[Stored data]
Content starts
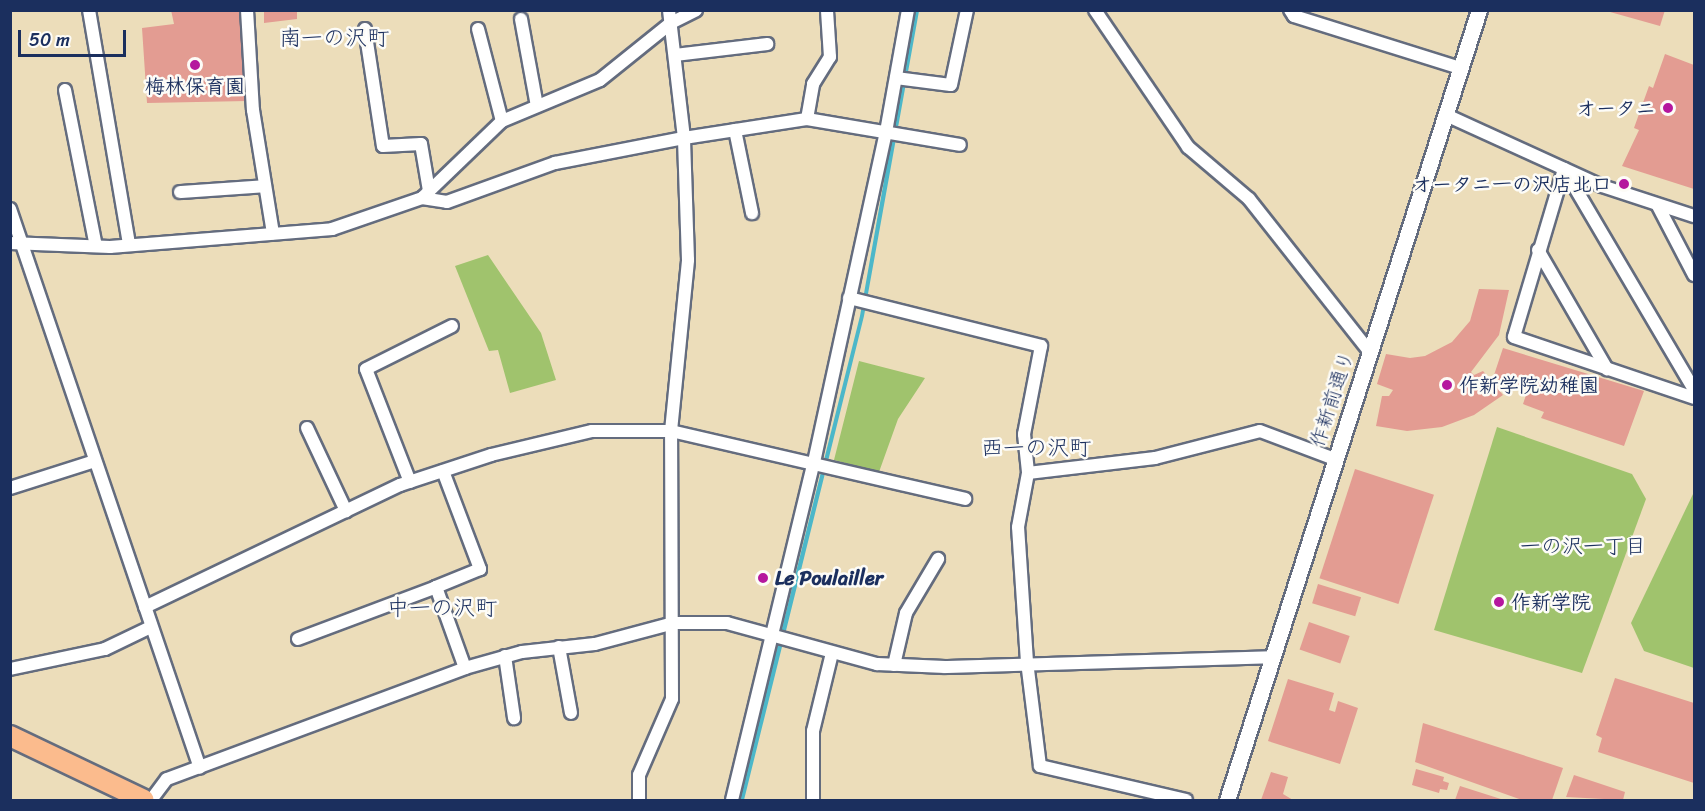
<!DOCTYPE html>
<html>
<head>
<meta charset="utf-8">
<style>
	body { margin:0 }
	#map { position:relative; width:1705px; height:811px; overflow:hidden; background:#ecddba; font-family:Sriracha,"Klee One",sans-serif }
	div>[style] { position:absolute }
	.green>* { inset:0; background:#a0c36d }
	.water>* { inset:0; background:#4cb7c9 }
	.building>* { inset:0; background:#e39c92; transform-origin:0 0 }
	.roads { filter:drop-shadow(2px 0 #646c7e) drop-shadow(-2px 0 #646c7e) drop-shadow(0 2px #646c7e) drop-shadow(0 -2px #646c7e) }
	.minor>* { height:12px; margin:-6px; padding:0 6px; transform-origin:6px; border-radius:6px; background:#fff }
	.tertiary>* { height:15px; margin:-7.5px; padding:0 7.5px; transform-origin:7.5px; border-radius:7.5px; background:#fff }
	.primary>* { height:20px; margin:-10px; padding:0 10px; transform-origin:10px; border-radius:10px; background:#fbbb8d }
	.dots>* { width:16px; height:16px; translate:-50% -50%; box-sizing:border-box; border:3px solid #fdfcf7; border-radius:50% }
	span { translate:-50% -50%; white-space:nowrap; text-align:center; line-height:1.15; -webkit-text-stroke:5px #fdfcf7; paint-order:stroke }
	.poi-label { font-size:20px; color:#1b2f5e; font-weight:700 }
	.right { translate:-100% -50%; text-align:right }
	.left { translate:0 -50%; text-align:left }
	.street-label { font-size:20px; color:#1b2f5e }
	.neighbourhood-label { font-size:21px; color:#1b2f5e }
	.quarter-label { font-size:22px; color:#1b2f5e }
	.frame { position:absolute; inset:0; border:12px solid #1b2f5e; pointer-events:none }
	.scale { position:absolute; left:18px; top:30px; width:108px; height:27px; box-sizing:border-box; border:3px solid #1b2f5e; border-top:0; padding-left:8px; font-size:18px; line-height:21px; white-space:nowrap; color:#1b2f5e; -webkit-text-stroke:4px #fdfcf7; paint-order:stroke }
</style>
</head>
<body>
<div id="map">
	<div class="green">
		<div style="clip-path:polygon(488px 255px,541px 333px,556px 380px,510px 393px,498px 350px,489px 351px,455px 266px)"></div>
		<div style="clip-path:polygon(859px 361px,925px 378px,898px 419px,879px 472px,834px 460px)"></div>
		<div style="clip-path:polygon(1497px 427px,1632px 474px,1646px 499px,1582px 673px,1434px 630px)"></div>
		<div style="clip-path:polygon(1694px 492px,1694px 668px,1644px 651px,1631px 623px)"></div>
	</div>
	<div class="water">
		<div style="clip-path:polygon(914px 11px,919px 11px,864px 316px,744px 800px,739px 800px,860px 316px)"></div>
	</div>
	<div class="building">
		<div style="clip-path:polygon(171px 10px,246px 10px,247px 101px,147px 103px,142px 28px,174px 24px)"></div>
		<div style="clip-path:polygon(264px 10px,297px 10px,297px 19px,264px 23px)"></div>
		<div style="clip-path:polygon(1603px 10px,1665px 10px,1660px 26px)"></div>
		<div style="clip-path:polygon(1665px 54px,1694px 65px,1694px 189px,1622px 166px,1639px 130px,1634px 128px,1649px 86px,1653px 88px)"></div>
		<div style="clip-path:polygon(1479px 289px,1509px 290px,1499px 335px,1471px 372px,1474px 375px,1483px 371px,1503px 395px,1474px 415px,1442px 427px,1407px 431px,1376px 426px,1382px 396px,1389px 396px,1393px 390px,1377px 384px,1386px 354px,1410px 358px,1425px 356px,1452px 342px,1470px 321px)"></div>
		<div style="clip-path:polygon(1503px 348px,1644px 391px,1624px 446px,1541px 418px,1544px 412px,1523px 404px,1528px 389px,1493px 378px)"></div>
		<div style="left:1355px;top:469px;width:83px;height:115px;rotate:18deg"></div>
		<div style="left:1318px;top:584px;width:45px;height:20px;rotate:17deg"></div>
		<div style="left:1309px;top:622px;width:43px;height:29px;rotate:19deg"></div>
		<div style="clip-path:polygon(1615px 678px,1694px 703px,1694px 783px,1598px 752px,1602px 738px,1596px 735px)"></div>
		<div style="clip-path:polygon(1288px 679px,1334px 693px,1329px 710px,1335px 712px,1338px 701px,1358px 708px,1340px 764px,1268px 741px)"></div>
		<div style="clip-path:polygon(1423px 723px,1563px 768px,1552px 800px,1522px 800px,1415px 762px)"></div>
		<div style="clip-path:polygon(1416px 769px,1444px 777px,1443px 781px,1449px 783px,1447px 790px,1440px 789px,1439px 793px,1412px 785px)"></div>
		<div style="clip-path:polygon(1271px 772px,1288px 777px,1283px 794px,1293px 800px,1261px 800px)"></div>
		<div style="clip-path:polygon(1574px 775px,1625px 792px,1623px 800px,1566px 797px)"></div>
		<div style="clip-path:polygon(1460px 786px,1504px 800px,1455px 800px)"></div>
	</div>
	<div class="roads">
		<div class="minor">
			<div style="left:89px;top:10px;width:238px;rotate:80.3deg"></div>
			<div style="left:247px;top:10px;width:100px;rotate:86.6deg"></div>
			<div style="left:253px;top:110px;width:125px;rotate:80.8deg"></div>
			<div style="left:1095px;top:10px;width:166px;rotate:55.8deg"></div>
			<div style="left:1188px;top:147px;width:80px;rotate:40.4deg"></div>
			<div style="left:1249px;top:199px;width:194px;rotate:51.7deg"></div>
			<div style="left:1290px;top:10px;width:7px;rotate:56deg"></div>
			<div style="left:1294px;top:16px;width:174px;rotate:17.4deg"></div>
			<div style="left:521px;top:19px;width:88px;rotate:79.6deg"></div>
			<div style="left:365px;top:29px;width:118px;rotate:81.3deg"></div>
			<div style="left:383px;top:146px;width:38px;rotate:-3deg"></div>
			<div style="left:421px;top:144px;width:48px;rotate:80.3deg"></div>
			<div style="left:478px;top:29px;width:95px;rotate:75.4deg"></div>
			<div style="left:675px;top:55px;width:93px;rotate:-6.8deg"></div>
			<div style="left:896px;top:78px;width:55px;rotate:7.3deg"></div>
			<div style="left:951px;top:85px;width:77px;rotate:-78deg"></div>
			<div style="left:65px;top:90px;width:159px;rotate:78.8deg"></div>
			<div style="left:1446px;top:115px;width:171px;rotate:24.5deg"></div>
			<div style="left:1602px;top:186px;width:97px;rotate:18.1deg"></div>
			<div style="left:807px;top:119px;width:36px;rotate:-80deg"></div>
			<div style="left:813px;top:84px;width:32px;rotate:-58deg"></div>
			<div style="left:830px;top:57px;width:47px;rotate:-93.7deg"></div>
			<div style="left:735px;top:130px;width:85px;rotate:78.4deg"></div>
			<div style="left:1564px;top:169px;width:175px;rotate:106.6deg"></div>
			<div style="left:1514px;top:337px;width:190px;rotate:18.7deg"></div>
			<div style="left:1564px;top:169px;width:256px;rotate:59.5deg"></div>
			<div style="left:180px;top:192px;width:85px;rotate:-4deg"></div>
			<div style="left:422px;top:198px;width:111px;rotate:-43.9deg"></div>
			<div style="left:502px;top:121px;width:106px;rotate:-22.7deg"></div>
			<div style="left:600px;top:80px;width:91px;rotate:-38.8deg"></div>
			<div style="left:671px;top:23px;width:28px;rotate:-27deg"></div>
			<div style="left:1658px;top:206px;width:78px;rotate:62.4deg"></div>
			<div style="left:10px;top:209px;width:590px;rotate:71.23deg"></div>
			<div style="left:10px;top:243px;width:100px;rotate:2.3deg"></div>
			<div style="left:110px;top:247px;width:223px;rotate:-4.6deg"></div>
			<div style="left:332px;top:229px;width:95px;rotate:-19deg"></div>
			<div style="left:422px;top:198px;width:25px;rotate:9deg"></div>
			<div style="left:447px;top:202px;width:115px;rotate:-19.9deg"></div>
			<div style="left:555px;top:163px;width:131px;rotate:-11deg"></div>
			<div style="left:684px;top:138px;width:124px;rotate:-8.8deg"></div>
			<div style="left:807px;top:119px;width:155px;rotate:9.6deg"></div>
			<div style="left:1538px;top:250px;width:138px;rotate:59.9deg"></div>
			<div style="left:849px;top:298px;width:198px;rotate:14deg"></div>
			<div style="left:1041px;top:346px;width:90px;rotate:100.9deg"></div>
			<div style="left:1024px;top:434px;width:39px;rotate:84deg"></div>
			<div style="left:307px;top:428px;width:92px;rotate:64.8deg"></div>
			<div style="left:443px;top:471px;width:105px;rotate:69.3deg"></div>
			<div style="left:480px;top:569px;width:48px;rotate:157.8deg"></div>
			<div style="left:436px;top:587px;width:86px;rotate:70.3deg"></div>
			<div style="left:410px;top:482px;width:121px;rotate:-111.3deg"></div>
			<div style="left:366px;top:369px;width:96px;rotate:-26.6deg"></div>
			<div style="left:10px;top:488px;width:89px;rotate:-17.6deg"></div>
			<div style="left:145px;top:607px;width:283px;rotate:-25.6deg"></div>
			<div style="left:400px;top:485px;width:96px;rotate:-18.2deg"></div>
			<div style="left:491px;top:455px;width:104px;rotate:-13.4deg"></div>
			<div style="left:592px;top:431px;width:79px"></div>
			<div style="left:671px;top:431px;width:302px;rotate:13deg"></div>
			<div style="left:298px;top:639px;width:147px;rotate:-20.6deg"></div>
			<div style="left:559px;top:647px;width:67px;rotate:79.7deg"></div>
			<div style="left:505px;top:656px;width:63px;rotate:81.7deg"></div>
			<div style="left:894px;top:665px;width:53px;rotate:-77deg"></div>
			<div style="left:906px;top:613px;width:63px;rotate:-59.3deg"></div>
			<div style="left:10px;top:669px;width:97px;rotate:-11.9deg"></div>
			<div style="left:105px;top:649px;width:51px;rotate:-25.6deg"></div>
			<div style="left:151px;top:800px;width:26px;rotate:-53deg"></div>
			<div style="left:167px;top:779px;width:318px;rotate:-20.4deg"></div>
			<div style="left:465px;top:668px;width:59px;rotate:-15.7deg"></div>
			<div style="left:522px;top:652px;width:73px;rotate:-6.3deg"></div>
			<div style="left:595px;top:644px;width:82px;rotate:-14.9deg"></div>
			<div style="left:674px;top:623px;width:53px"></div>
			<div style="left:727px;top:623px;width:156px;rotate:15.3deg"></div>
			<div style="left:877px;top:664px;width:68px;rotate:2.5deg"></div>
			<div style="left:945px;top:667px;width:328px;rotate:-1.7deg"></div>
			<div style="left:639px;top:800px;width:25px;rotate:-90deg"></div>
			<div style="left:639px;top:775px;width:83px;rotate:-66.5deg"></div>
			<div style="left:672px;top:699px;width:268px;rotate:-90.2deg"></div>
			<div style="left:671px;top:431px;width:172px;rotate:-84.3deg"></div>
			<div style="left:688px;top:260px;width:122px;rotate:-91.9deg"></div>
			<div style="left:684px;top:138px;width:129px;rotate:-96.7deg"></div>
			<div style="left:732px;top:800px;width:348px;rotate:-76.4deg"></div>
			<div style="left:814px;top:462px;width:338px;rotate:-77.7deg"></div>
			<div style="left:886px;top:132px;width:124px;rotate:-79.8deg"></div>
			<div style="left:813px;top:800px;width:69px;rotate:-90deg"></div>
			<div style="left:813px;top:731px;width:80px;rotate:-76.3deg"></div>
			<div style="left:1186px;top:800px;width:150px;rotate:-166.9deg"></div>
			<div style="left:1040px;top:766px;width:105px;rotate:-97.1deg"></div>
			<div style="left:1027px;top:662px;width:135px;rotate:-93.8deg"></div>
			<div style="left:1018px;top:527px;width:55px;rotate:-79.5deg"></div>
			<div style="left:1028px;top:473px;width:128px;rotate:-6.7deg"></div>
			<div style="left:1155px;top:458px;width:108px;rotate:-14.4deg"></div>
			<div style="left:1260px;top:431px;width:80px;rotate:20.5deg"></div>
		</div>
		<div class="tertiary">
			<div style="left:1227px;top:800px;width:829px;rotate:-72.31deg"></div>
		</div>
		<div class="primary">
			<div style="left:10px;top:736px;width:148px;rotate:25.5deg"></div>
		</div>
	</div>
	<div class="dots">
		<div style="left:195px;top:65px;background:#b5179e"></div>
		<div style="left:1668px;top:108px;background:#b5179e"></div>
		<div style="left:1624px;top:184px;background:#b5179e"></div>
		<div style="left:1447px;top:385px;background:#b5179e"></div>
		<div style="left:763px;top:578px;background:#b5179e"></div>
		<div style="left:1499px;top:602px;background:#b5179e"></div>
	</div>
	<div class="poi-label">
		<span style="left:195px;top:86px">梅林保育園</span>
		<span class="right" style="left:1656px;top:108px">オータニ</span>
		<span class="right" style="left:1612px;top:184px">オータニ一の沢店北口</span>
		<span class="left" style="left:1459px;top:385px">作新学院幼稚園</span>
		<span class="left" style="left:775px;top:578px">Le Poulailler</span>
		<span class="left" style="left:1511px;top:602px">作新学院</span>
	</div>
	<div class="street-label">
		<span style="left:1332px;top:399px;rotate:-72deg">作新前通り</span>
	</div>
	<div class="neighbourhood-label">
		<span style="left:1583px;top:546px">一の沢一丁目</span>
	</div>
	<div class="quarter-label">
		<span style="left:334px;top:38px">南一の沢町</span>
		<span style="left:1036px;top:448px">西一の沢町</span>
		<span style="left:442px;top:608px">中一の沢町</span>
	</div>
	<div class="frame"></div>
	<div class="scale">50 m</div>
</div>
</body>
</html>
Content ends
Instructions for the task: Output the lines of the data exactly, starting at the first and ending with the line that has "translate:-100% -50%; text-align:right". Pictures are not part of it.

Result:
<!DOCTYPE html>
<html>
<head>
<meta charset="utf-8">
<style>
	body { margin:0 }
	#map { position:relative; width:1705px; height:811px; overflow:hidden; background:#ecddba; font-family:Sriracha,"Klee One",sans-serif }
	div>[style] { position:absolute }
	.green>* { inset:0; background:#a0c36d }
	.water>* { inset:0; background:#4cb7c9 }
	.building>* { inset:0; background:#e39c92; transform-origin:0 0 }
	.roads { filter:drop-shadow(2px 0 #646c7e) drop-shadow(-2px 0 #646c7e) drop-shadow(0 2px #646c7e) drop-shadow(0 -2px #646c7e) }
	.minor>* { height:12px; margin:-6px; padding:0 6px; transform-origin:6px; border-radius:6px; background:#fff }
	.tertiary>* { height:15px; margin:-7.5px; padding:0 7.5px; transform-origin:7.5px; border-radius:7.5px; background:#fff }
	.primary>* { height:20px; margin:-10px; padding:0 10px; transform-origin:10px; border-radius:10px; background:#fbbb8d }
	.dots>* { width:16px; height:16px; translate:-50% -50%; box-sizing:border-box; border:3px solid #fdfcf7; border-radius:50% }
	span { translate:-50% -50%; white-space:nowrap; text-align:center; line-height:1.15; -webkit-text-stroke:5px #fdfcf7; paint-order:stroke }
	.poi-label { font-size:20px; color:#1b2f5e; font-weight:700 }
	.right { translate:-100% -50%; text-align:right }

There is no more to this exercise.